Тед распалялся. Папа продолжал сидеть неподвижно.
– Скажи ей: Гарри - ничтожество.
Это лишило Теда последней уверенности. Проиграв по всем статьям, он жаждал драки, хотя руки у него были заняты деталями проигрывателя.
Потом папа с умопомрачительной резвостью сменил тему. Как футболист, пробивший защиту противника длинным, низким пасом, он принялся спрашивать Теда, как продвигается бизнес, и как вообще дела. Тед вздохнул, но лицом просветлел: эта тема была ему больше по душе.
– Работа тяжелая, очень тяжелая, с утра до ночи.
– Правда?
– Работа, сплошная работа, чертова работа.
Папе было не интересно. По крайней мере, так казалось.
А потом он сделал нечто невероятное. Думаю, он и сам не догадывался, что собирается это сделать. Встал, подошел к Теду, положил руку ему на затылок и притянул к себе, так что нос Теда уперся в папину грудь. Минут пять, не меньше, Тед сидел в таком положении с проигрывателем на коленях, а папа смотрел ему в макушку. Потом папа сказал:
– В мире слишком много работы.
Каким-то непостижимым образом папа освободил Теда от необходимости вести себя стандартно. Тед всхлипнул.
– Не могу я бросить все!
– простонал он.
– Нет, можешь.
– И как тогда жить?
– А сейчас ты как живешь? Никакой радости. Позволь чувствам тебя вести. Иди по пути наименьшего сопротивления. Делай то, что хочешь, - чего бы ты ни захотел. Пусть все катится к чертям. Плыви по течению.

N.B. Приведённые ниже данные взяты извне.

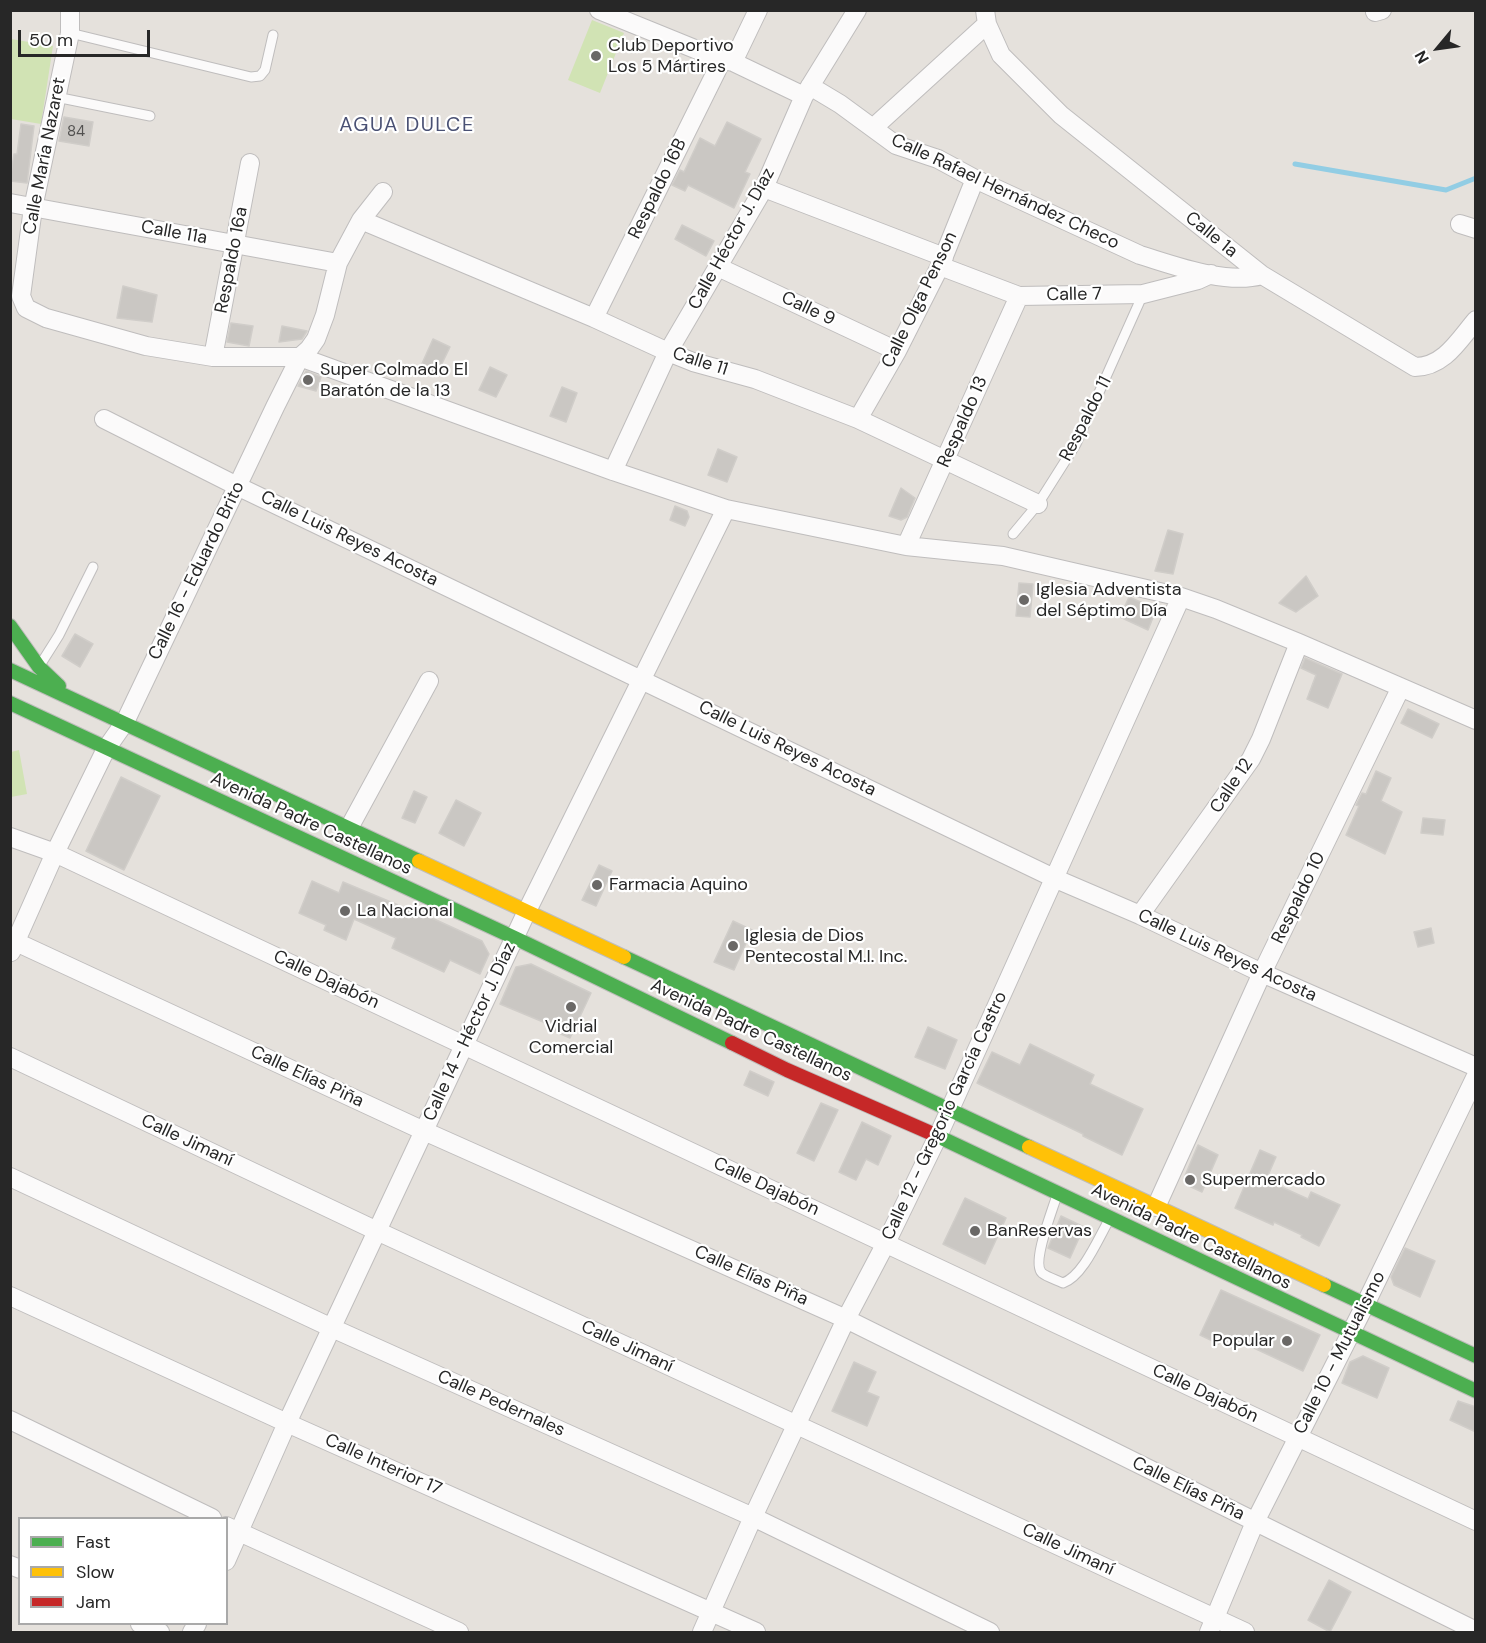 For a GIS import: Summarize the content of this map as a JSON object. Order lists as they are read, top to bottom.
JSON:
{
  "streets": {
    "main road": ["Avenida Padre Castellanos"],
    "street": [
      "Calle María Nazaret",
      "Respaldo 16B",
      "Calle Rafael Hernández Checo",
      "Calle 11a",
      "Calle 1a",
      "Calle Héctor J. Díaz",
      "Respaldo 16a",
      "Calle 7",
      "Calle Olga Penson",
      "Calle 9",
      "Calle 11",
      "Respaldo 13",
      "Calle Luis Reyes Acosta",
      "Calle 16 - Eduardo Brito",
      "Calle 12",
      "Respaldo 10",
      "Calle Dajabón",
      "Calle 14 - Héctor J. Díaz",
      "Calle Elías Piña",
      "Calle 12 - Gregorio García Castro",
      "Calle Jimaní",
      "Calle 10 - Mutualismo",
      "Calle Pedernales",
      "Calle Interior 17"
    ],
    "lane": ["Respaldo 11"]
  },
  "crossings": [
    ["Calle María Nazaret", "Calle 11a"],
    ["Calle María Nazaret", "Respaldo 16a"],
    ["Respaldo 16B", "Calle Rafael Hernández Checo"],
    ["Respaldo 16B", "Calle 11"],
    ["Calle Rafael Hernández Checo", "Calle 1a"],
    ["Calle Rafael Hernández Checo", "Calle Héctor J. Díaz"],
    ["Calle Rafael Hernández Checo", "Calle 7"],
    ["Calle Rafael Hernández Checo", "Calle Olga Penson"],
    ["Calle 11a", "Respaldo 16a"],
    ["Calle 11a", "Calle 16 - Eduardo Brito"],
    ["Calle Héctor J. Díaz", "Calle 7"],
    ["Calle Héctor J. Díaz", "Calle 9"],
    ["Calle Héctor J. Díaz", "Calle 11"],
    ["Calle 7", "Calle Olga Penson"],
    ["Calle 7", "Respaldo 11"],
    ["Calle 7", "Respaldo 13"],
    ["Calle Olga Penson", "Calle 9"],
    ["Calle Olga Penson", "Calle 11"],
    ["Calle 11", "Respaldo 11"],
    ["Calle 11", "Respaldo 13"],
    ["Calle 11", "Calle 16 - Eduardo Brito"],
    ["Calle Luis Reyes Acosta", "Calle 16 - Eduardo Brito"],
    ["Calle Luis Reyes Acosta", "Calle 12"],
    ["Calle Luis Reyes Acosta", "Respaldo 10"],
    ["Calle Luis Reyes Acosta", "Calle 14 - Héctor J. Díaz"],
    ["Calle Luis Reyes Acosta", "Calle 12 - Gregorio García Castro"],
    ["Calle 16 - Eduardo Brito", "Avenida Padre Castellanos"],
    ["Calle 16 - Eduardo Brito", "Calle Dajabón"],
    ["Calle 16 - Eduardo Brito", "Calle Elías Piña"],
    ["Avenida Padre Castellanos", "Respaldo 10"],
    ["Avenida Padre Castellanos", "Calle 14 - Héctor J. Díaz"],
    ["Avenida Padre Castellanos", "Calle 12 - Gregorio García Castro"],
    ["Avenida Padre Castellanos", "Calle 10 - Mutualismo"],
    ["Calle Dajabón", "Calle 14 - Héctor J. Díaz"],
    ["Calle Dajabón", "Calle 12 - Gregorio García Castro"],
    ["Calle Dajabón", "Calle 10 - Mutualismo"],
    ["Calle 14 - Héctor J. Díaz", "Calle Elías Piña"],
    ["Calle 14 - Héctor J. Díaz", "Calle Jimaní"],
    ["Calle 14 - Héctor J. Díaz", "Calle Pedernales"],
    ["Calle 14 - Héctor J. Díaz", "Calle Interior 17"],
    ["Calle Elías Piña", "Calle 12 - Gregorio García Castro"],
    ["Calle Elías Piña", "Calle 10 - Mutualismo"],
    ["Calle 12 - Gregorio García Castro", "Calle Jimaní"],
    ["Calle 12 - Gregorio García Castro", "Calle Pedernales"],
    ["Calle 12 - Gregorio García Castro", "Calle Interior 17"],
    ["Calle Jimaní", "Calle 10 - Mutualismo"]
  ],
  "districts": ["AGUA DULCE"],
  "places": [
    "Club Deportivo Los 5 Mártires",
    "Super Colmado El Baratón de la 13",
    "Iglesia Adventista del Séptimo Día",
    "Farmacia Aquino",
    "La Nacional",
    "Iglesia de Dios Pentecostal M.I. Inc.",
    "Vidrial Comercial",
    "Supermercado",
    "BanReservas",
    "Popular"
  ],
  "house_numbers": ["84"],
  "legend": ["Fast", "Slow", "Jam"],
  "scale_bar": "50 m",
  "north": "bottom left"
}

– Не будь бабой. Нужно же барахтаться, пытаться.
– Ни при каких обстоятельствах, никаких усилий, - твердо сказал папа, прижимая к себе голову Теда.
– Если не прекратишь, скоро умрешь.
– Умру? Я умру?
– О да. Эти трепыханья тебя губят. Ты же не можешь заставить себя влюбиться, правильно? А секс без любви ведет к импотенции. Следуй за своими чувствами. Все усилия - от невежества. Это природная мудрость. Делай только то, что любишь.
– Если я буду следовать своим гребаным чувствам, я разорюсь к едрене фене, - кажется, сказал Тед. Разобрать было трудно, потому что нос его был в это время прижат к папиной груди.
– Тогда ничего не делай, - сказал Божок.
– Дом рухнет.
– А плевать! Пусть рухнет.
– Бизнес даст дуба.
– Ты и так в глубокой заднице со своим бизнесом, - фыркнул папа.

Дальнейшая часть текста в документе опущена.